Sonam Wangchuk released from NSA detention after 170 days — the man who inspired a Bollywood film, locked up for demanding his homeland get a state legislature.
What Happened
The Ministry of Home Affairs revoked Sonam Wangchuk’s detention under the National Security Act on March 14, releasing the 59-year-old engineer, climate activist, and Ramon Magsaysay Award winner from Jodhpur Central Jail. The official reason: “to promote peace, stability, and mutual trust in Ladakh.”
The timing is hard to ignore.
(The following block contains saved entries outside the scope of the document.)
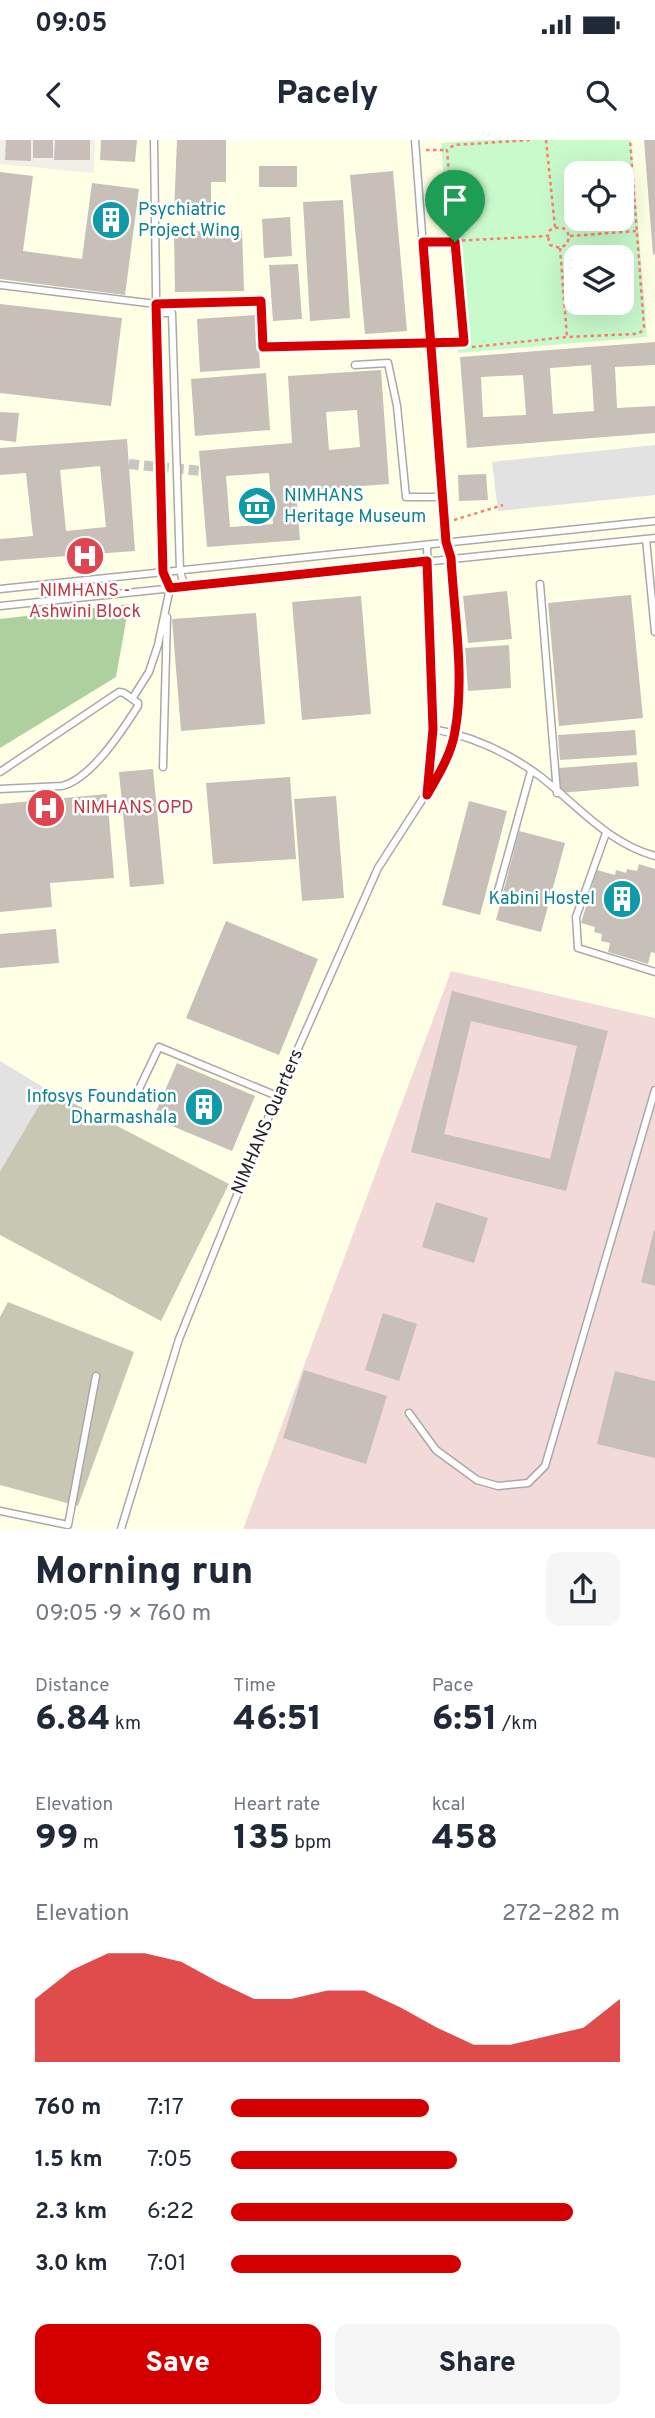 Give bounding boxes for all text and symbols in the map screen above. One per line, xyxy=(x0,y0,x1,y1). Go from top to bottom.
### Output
text: 09:05 xyxy=(35,8,107,41)
text: Pacely xyxy=(277,75,378,115)
icon: back xyxy=(35,76,73,114)
icon: search xyxy=(582,76,620,114)
map controls xyxy=(564,161,634,315)
button: locate xyxy=(564,161,634,231)
pin xyxy=(425,170,485,242)
icon: arrive xyxy=(436,181,474,219)
building icon: Psychiatric Project Wing xyxy=(90,199,132,241)
place label: Psychiatric Project Wing xyxy=(138,199,240,243)
button: layers xyxy=(564,245,634,315)
museum icon: NIMHANS Heritage Museum xyxy=(236,485,278,527)
place label: NIMHANS Heritage Museum xyxy=(284,485,426,529)
hospital icon: NIMHANS - Ashwini Block xyxy=(64,535,106,577)
place label: NIMHANS - Ashwini Block xyxy=(29,580,141,624)
hospital icon: NIMHANS OPD xyxy=(25,787,67,829)
place label: NIMHANS OPD xyxy=(73,797,194,820)
building icon: Kabini Hostel xyxy=(601,878,643,920)
place label: Kabini Hostel xyxy=(489,888,595,911)
street label: NIMHANS Quarters xyxy=(227,1046,309,1198)
place label: Infosys Foundation Dharmashala xyxy=(27,1086,177,1130)
building icon: Infosys Foundation Dharmashala xyxy=(183,1086,225,1128)
text: Morning run xyxy=(35,1549,253,1598)
button: share xyxy=(546,1552,620,1626)
text: 09:05 · 9 × 760 m xyxy=(35,1600,211,1629)
text: Distance xyxy=(35,1674,110,1698)
text: Time xyxy=(233,1674,276,1698)
text: Pace xyxy=(432,1674,473,1698)
text: 6.84 xyxy=(35,1698,110,1742)
text: 46:51 xyxy=(233,1698,322,1742)
text: 6:51 xyxy=(432,1698,498,1742)
text: km xyxy=(110,1712,141,1736)
text: /km xyxy=(498,1712,538,1736)
text: Elevation xyxy=(35,1793,113,1817)
text: Heart rate xyxy=(233,1793,320,1817)
text: kcal xyxy=(432,1793,465,1817)
text: 99 xyxy=(35,1817,78,1861)
text: 135 xyxy=(233,1817,290,1861)
text: 458 xyxy=(432,1817,498,1861)
text: m xyxy=(78,1831,99,1855)
text: bpm xyxy=(290,1831,332,1855)
text: Elevation xyxy=(35,1900,130,1929)
text: 272–282 m xyxy=(502,1900,620,1929)
text: 760 m xyxy=(35,2094,101,2123)
text: 7:17 xyxy=(147,2094,184,2123)
text: 1.5 km xyxy=(35,2146,103,2175)
text: 7:05 xyxy=(147,2146,192,2175)
text: 2.3 km xyxy=(35,2198,107,2227)
text: 6:22 xyxy=(147,2198,194,2227)
text: 3.0 km xyxy=(35,2250,108,2279)
text: 7:01 xyxy=(147,2250,187,2279)
button: Save xyxy=(35,2324,321,2404)
button: Share xyxy=(335,2324,620,2404) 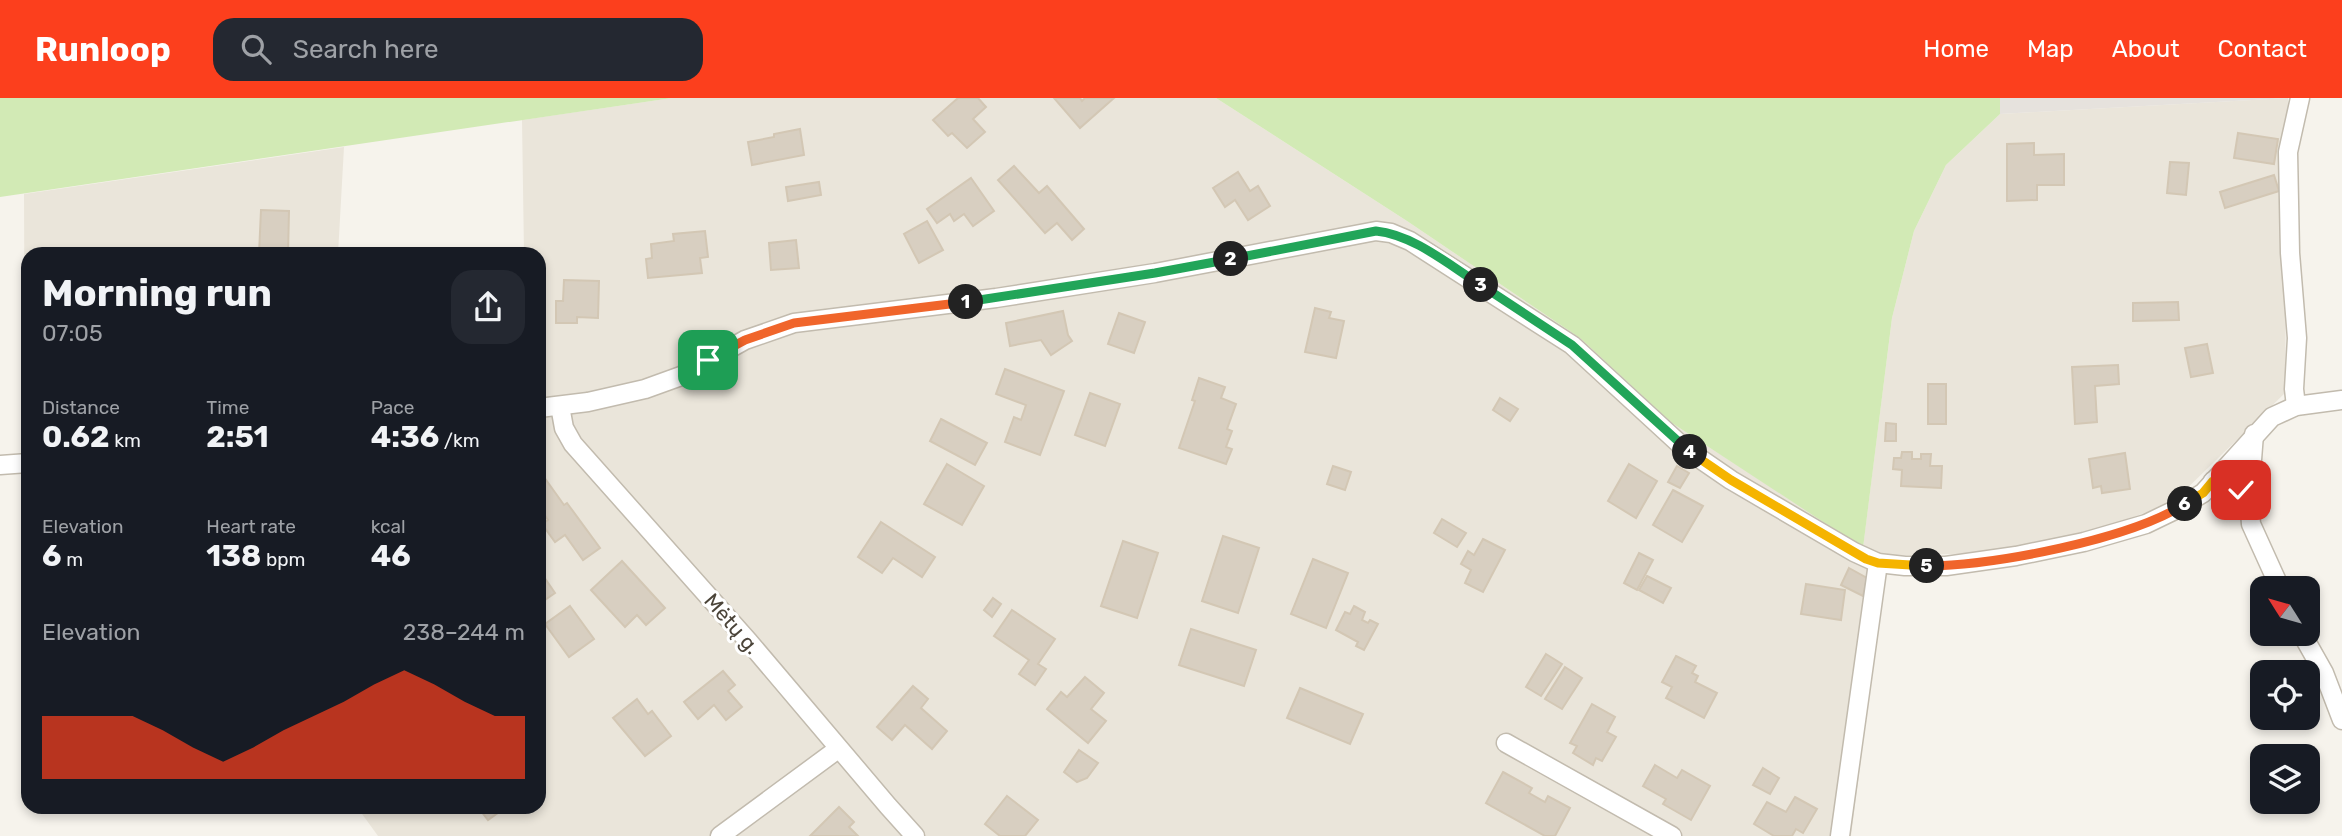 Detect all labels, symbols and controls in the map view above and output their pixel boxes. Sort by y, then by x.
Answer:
search box [213,18,703,81]
text: Runloop [35,30,171,69]
icon: search [237,30,275,68]
text: Search here [293,34,439,65]
text: Home [1923,35,1989,63]
text: Map [2027,35,2074,63]
text: About [2112,35,2180,63]
text: Contact [2218,35,2307,63]
pin: 2 [1214,242,1248,276]
text: 2 [1224,247,1237,270]
pin: 3 [1464,268,1498,302]
text: Morning run [42,270,272,316]
button: share [451,270,525,344]
text: 3 [1474,273,1487,296]
pin: 1 [948,284,984,320]
text: 1 [961,290,970,313]
text: 07:05 [42,319,103,347]
pin [678,330,738,390]
icon: arrive [689,341,727,379]
text: Distance [42,396,120,419]
text: Time [206,396,249,419]
text: Pace [371,396,414,419]
text: 0.62 [42,419,110,455]
text: 2:51 [206,419,269,455]
text: 4:36 [371,419,439,455]
text: km [110,429,141,452]
text: /km [439,429,480,452]
pin: 4 [1672,434,1708,470]
text: 4 [1683,440,1696,463]
pin [2211,460,2271,520]
icon: check [2222,471,2260,509]
pin: 6 [2168,486,2202,522]
text: 6 [2178,492,2191,515]
text: Elevation [42,515,123,538]
text: Heart rate [206,515,296,538]
text: kcal [371,515,406,538]
text: 6 [42,538,62,574]
text: 138 [206,538,261,574]
text: 46 [371,538,411,574]
text: m [62,548,83,571]
text: bpm [261,548,306,571]
pin: 5 [1910,548,1944,584]
text: 5 [1920,554,1933,577]
north arrow [2250,576,2320,646]
map controls [2250,576,2320,814]
street label: Mėtų g. [699,588,765,659]
text: Elevation [42,618,141,646]
text: 238–244 m [403,618,525,646]
button: locate [2250,660,2320,730]
button: layers [2250,744,2320,814] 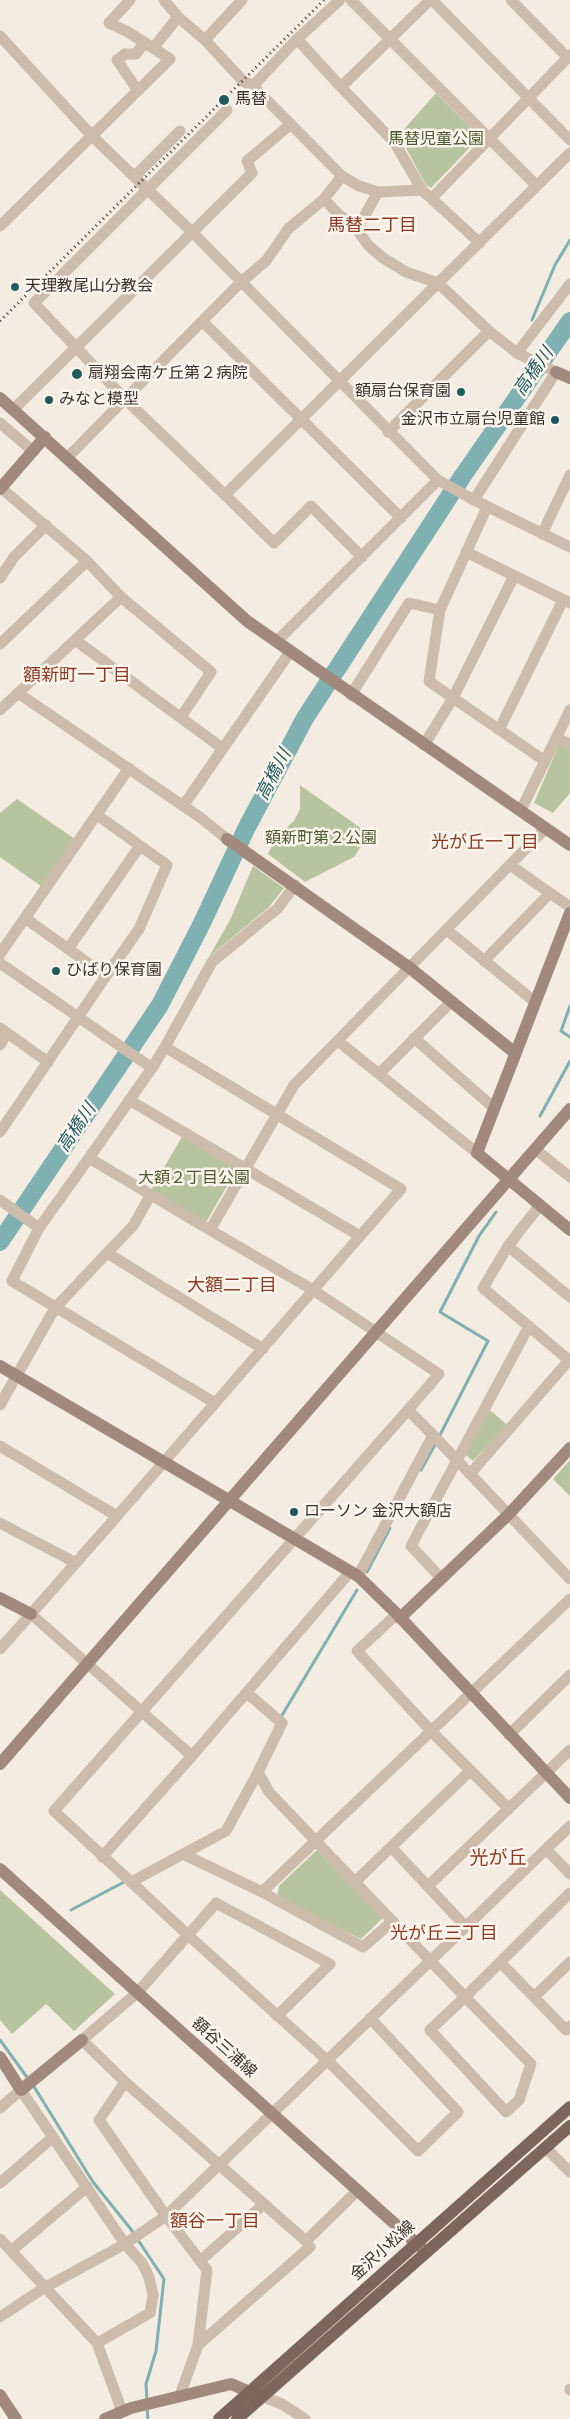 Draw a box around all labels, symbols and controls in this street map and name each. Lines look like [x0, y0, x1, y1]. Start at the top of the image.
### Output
place label: 馬替 [235, 90, 267, 110]
marker: 馬替 [217, 93, 231, 107]
park label: 馬替児童公園 [388, 130, 484, 150]
district label: 馬替二丁目 [327, 215, 417, 237]
place label: 天理教尾山分教会 [25, 277, 153, 297]
marker: 天理教尾山分教会 [9, 281, 21, 293]
water label: 高橋川 [510, 344, 558, 400]
place label: 扇翔会南ケ丘第２病院 [88, 364, 248, 384]
marker: 扇翔会南ケ丘第２病院 [70, 367, 84, 381]
place label: 額扇台保育園 [355, 382, 451, 402]
marker: 額扇台保育園 [455, 386, 467, 398]
place label: みなと模型 [59, 390, 139, 410]
marker: みなと模型 [43, 394, 55, 406]
place label: 金沢市立扇台児童館 [401, 410, 545, 430]
marker: 金沢市立扇台児童館 [549, 414, 561, 426]
district label: 額新町一丁目 [23, 665, 131, 687]
water label: 高橋川 [252, 746, 296, 804]
park label: 額新町第２公園 [265, 829, 377, 849]
district label: 光が丘一丁目 [431, 832, 539, 854]
place label: ひばり保育園 [66, 961, 162, 981]
marker: ひばり保育園 [50, 965, 62, 977]
water label: 高橋川 [53, 1100, 101, 1156]
park label: 大額２丁目公園 [138, 1169, 250, 1189]
district label: 大額二丁目 [187, 1275, 277, 1297]
place label: ローソン 金沢大額店 [304, 1502, 452, 1522]
marker: ローソン 金沢大額店 [288, 1506, 300, 1518]
district label: 光が丘 [470, 1848, 526, 1870]
district label: 光が丘三丁目 [390, 1923, 498, 1945]
street label: 額谷三浦線 [188, 2014, 260, 2082]
district label: 額谷一丁目 [170, 2211, 260, 2233]
street label: 金沢小松線 [347, 2217, 419, 2285]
The Supreme Court was actively hearing a habeas corpus petition filed by his wife, Gitanjali J Angmo — and had ordered the Centre to produce audio evidence of the speeches that supposedly justified locking him up.
Why the NSA Detention Happened
Wangchuk was arrested on September 26, 2025 — two days after protests in Leh turned violent, leaving four dead and over 50 injured. The government accused him of inciting the unrest through speeches that allegedly referenced the Arab Spring.
But those protests didn’t come out of nowhere. Since 2019, when Article 370 was revoked and Ladakh became a Union Territory without a legislature, residents have demanded statehood, inclusion under the Sixth Schedule, and control over their own resources. Wangchuk had been on a 35-day hunger strike before the violence erupted — Gandhian methods, not incendiary ones.
The NSA — a law designed for preventive detention without trial for up to 12 months — is increasingly part of a broader pattern of its use against activists and civil society voices.
What It Doesn’t Resolve
Here’s the part the headlines skip. The Centre rejected Ladakh’s statehood demands in February 2026, offered an alternative council instead, and appointed a new Lieutenant Governor in March — all while Ladakh remains without a legislature. Wangchuk is free. The four people killed in September’s protests are still dead. And every demand that put Ladakhis on the streets remains unmet.
The Sonam Wangchuk released NSA story closes one chapter — but the Ladakh activist detention episode exposed how the National Security Act can be deployed against civil dissent. A release isn’t a resolution. It’s a pause button, and Ladakh is still waiting for someone to press play.